### Material provided
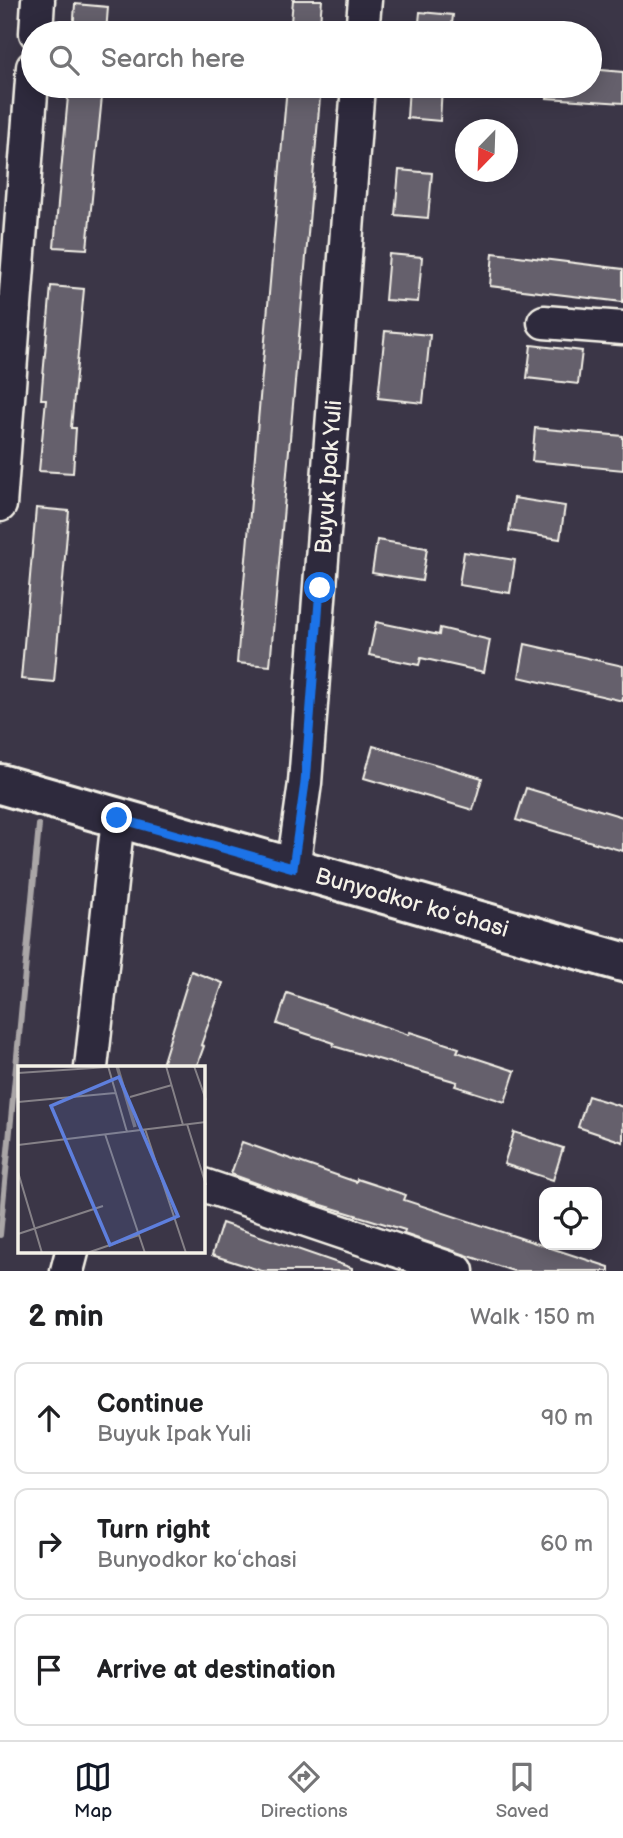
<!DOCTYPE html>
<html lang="en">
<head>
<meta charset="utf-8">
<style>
  :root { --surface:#fff; --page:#f2f2f2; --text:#202124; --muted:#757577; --line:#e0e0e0; --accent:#111827 }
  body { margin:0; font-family:"Balsamiq Sans",sans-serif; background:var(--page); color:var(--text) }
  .controls { position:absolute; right:21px; bottom:21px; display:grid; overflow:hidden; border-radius:14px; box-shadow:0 4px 18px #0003 }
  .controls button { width:63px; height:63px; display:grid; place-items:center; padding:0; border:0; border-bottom:2px solid var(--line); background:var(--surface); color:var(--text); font:35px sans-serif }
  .compass { position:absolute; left:455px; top:119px; width:63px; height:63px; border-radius:50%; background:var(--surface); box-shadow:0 4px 18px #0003; rotate:203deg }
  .stop { position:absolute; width:21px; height:21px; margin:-16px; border:5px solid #1a73e8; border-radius:50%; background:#fff }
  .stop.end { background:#1a73e8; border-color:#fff; box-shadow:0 2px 7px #0008 }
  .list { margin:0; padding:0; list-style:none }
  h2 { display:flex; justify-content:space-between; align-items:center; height:91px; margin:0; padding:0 28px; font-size:30px }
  h2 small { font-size:23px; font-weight:400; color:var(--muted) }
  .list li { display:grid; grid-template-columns:46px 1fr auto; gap:21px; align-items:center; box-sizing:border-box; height:112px; margin:0 14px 14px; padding:0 14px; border:2px solid var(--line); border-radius:14px }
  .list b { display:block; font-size:26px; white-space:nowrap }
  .list p { margin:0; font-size:23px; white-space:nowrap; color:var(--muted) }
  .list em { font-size:23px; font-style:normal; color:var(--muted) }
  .icon { flex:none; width:38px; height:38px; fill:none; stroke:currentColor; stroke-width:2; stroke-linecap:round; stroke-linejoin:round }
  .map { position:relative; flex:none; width:623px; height:1271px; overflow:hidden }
  .search { position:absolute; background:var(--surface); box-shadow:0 4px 18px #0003; left:21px; right:21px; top:21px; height:77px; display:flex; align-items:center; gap:18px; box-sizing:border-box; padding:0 24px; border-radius:38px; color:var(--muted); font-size:26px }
  .sheet { height:469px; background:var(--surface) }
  nav { display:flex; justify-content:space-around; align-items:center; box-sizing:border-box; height:98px; border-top:2px solid var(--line); background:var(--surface); font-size:19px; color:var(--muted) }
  nav a { display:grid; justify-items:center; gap:4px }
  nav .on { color:var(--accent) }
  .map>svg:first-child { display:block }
</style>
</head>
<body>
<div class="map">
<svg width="623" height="1271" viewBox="0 0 623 1271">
  <rect width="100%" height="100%" fill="#3b3647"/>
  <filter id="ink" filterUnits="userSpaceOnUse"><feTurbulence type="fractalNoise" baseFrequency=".0143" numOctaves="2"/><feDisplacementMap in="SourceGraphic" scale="14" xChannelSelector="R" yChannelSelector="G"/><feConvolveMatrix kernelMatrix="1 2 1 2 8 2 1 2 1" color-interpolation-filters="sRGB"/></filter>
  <g filter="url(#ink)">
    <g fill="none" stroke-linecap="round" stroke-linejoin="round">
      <polyline stroke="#aaa6a7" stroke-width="6" points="0,1235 39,825"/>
    </g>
    <g fill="#65616c" stroke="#f4f1e8" stroke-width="2">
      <polygon points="293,0 322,0 319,33 290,33"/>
      <polygon points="75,4 108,7 106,33 73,33"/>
      <polygon points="420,12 453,15 451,33 418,33"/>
      <polygon points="590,69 623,72 623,103 547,98 548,86 590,86"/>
      <polygon points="69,86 103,86 87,249 54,247"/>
      <polygon points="287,86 321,86 270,666 237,663"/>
      <polygon points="409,86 442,86 440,121 407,118"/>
      <polygon points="399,170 432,173 428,218 395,215"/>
      <polygon points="493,253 623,269 623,302 490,286"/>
      <polygon points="389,254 422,257 418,302 385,300"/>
      <polygon points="51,286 84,289 71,428 76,428 73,473 39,471 46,399 41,399"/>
      <polygon points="385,331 430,335 423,403 378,398"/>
      <polygon points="531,345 582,351 578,384 527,378"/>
      <polygon points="535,428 623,436 623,470 532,461"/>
      <polygon points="514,498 565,506 560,539 509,531"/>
      <polygon points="36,508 69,511 54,682 21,679"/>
      <polygon points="377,540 427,548 422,581 372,573"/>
      <polygon points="464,552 515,560 510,593 459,585"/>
      <polygon points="376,622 439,635 440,628 490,640 484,672 421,658 419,665 369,655"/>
      <polygon points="525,644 623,666 623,701 519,677"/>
      <polygon points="373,746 482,778 473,810 364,778"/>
      <polygon points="526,788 623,817 623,851 516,820"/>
      <polygon points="191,971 223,983 201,1045 204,1046 196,1068 161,1068"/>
      <polygon points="287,993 409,1035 410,1032 459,1048 457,1052 515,1071 505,1102 455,1086 457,1082 333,1046 334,1043 277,1024"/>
      <polygon points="588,1096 623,1107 623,1142 578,1127"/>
      <polygon points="514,1132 563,1148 553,1180 504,1164"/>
      <polygon points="242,1142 356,1182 357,1179 406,1195 404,1200 609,1267 609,1271 513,1271 404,1234 405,1230 292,1196 231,1174"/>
      <polygon points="222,1223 352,1268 352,1271 262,1271 212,1255"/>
    </g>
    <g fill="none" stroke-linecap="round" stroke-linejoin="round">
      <g stroke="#f4f1e8" stroke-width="37">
        <g id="minor">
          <polyline points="36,33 38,0"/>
          <polyline points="362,33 365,0"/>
          <polyline points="544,322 623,328"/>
          <polyline points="0,505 33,67"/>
          <polyline points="293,868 305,783 358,86"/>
          <polyline points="91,1068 118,818"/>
          <polyline points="203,1185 457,1271"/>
          <polyline points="67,1271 72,1252"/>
        </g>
      </g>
      <g stroke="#f4f1e8" stroke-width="44">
        <polyline id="major" points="0,784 623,962"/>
      </g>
      <use href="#minor" stroke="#2f2a3d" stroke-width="32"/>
      <use href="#major" stroke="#2f2a3d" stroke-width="38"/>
    </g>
  </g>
  <g fill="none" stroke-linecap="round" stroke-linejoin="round" filter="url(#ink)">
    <polyline stroke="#1a73e8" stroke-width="9" points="117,818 293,868 305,783 320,588"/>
  </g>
  <g text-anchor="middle" stroke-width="5" stroke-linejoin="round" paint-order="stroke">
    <g font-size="23" fill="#f4f1e8" stroke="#2f2a3d">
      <text transform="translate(328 477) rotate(-86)" y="8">Buyuk Ipak Yuli</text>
      <text transform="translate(412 902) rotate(16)" y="8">Bunyodkor koʻchasi</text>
    </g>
  </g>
  <g transform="translate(18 1066)">
    <rect width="187" height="187" fill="#3b3647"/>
    <path fill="none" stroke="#78747b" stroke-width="3.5" d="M99 0 117 61"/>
    <path fill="none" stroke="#858187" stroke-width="2" d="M90 0 109 66M148 0 165 59M176 0 188 34M0 7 90 1M112 31 154 19M0 36 97 27M169 58 188 119M127 63 168 187M87 68 127 187M0 79 188 56M0 106 24 187M0 168 85 140M69 187 121 169"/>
    <path fill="#5e7fdd" fill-opacity="0.15" stroke="#5e7fdd" stroke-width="3.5" d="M101 11 160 150 92 179 33 40Z"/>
    <rect width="187" height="187" fill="none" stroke="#f4f1e8" stroke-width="3.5"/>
  </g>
</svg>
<div class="controls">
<button><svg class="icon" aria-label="locate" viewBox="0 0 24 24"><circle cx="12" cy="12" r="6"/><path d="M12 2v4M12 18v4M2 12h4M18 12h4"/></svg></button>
</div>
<svg class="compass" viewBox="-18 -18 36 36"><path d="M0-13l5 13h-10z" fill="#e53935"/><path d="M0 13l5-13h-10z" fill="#757577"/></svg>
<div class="stop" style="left:320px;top:588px"></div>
<div class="stop end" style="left:117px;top:818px"></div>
<div class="search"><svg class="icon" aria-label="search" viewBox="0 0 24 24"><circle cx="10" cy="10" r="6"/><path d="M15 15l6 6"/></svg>Search here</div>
</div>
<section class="sheet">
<h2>2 min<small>Walk · 150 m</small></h2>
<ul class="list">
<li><svg class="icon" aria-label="ahead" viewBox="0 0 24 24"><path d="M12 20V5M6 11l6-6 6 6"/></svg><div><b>Continue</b><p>Buyuk Ipak Yuli</p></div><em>90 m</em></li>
<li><svg class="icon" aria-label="right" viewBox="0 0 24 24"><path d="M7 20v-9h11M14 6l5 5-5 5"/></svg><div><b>Turn right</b><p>Bunyodkor koʻchasi</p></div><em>60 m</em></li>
<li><svg class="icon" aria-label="arrive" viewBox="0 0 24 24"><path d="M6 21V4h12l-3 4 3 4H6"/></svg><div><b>Arrive at destination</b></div></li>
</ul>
</section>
<nav>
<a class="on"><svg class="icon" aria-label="map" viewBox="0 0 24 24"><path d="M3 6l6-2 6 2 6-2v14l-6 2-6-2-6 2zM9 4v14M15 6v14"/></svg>Map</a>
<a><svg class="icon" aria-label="directions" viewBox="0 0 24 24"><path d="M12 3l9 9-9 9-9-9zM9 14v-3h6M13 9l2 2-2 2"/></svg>Directions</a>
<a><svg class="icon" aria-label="saved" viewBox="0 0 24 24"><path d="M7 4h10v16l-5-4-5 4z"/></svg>Saved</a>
</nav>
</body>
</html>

### Goal of the exercise
The answer should contain nothing but the lines from the top of the data above through the line containing "position:absolute; right:21px; bottom:21px;", copied exactly, with no images.

### Exercise solution
<!DOCTYPE html>
<html lang="en">
<head>
<meta charset="utf-8">
<style>
  :root { --surface:#fff; --page:#f2f2f2; --text:#202124; --muted:#757577; --line:#e0e0e0; --accent:#111827 }
  body { margin:0; font-family:"Balsamiq Sans",sans-serif; background:var(--page); color:var(--text) }
  .controls { position:absolute; right:21px; bottom:21px; display:grid; overflow:hidden; border-radius:14px; box-shadow:0 4px 18px #0003 }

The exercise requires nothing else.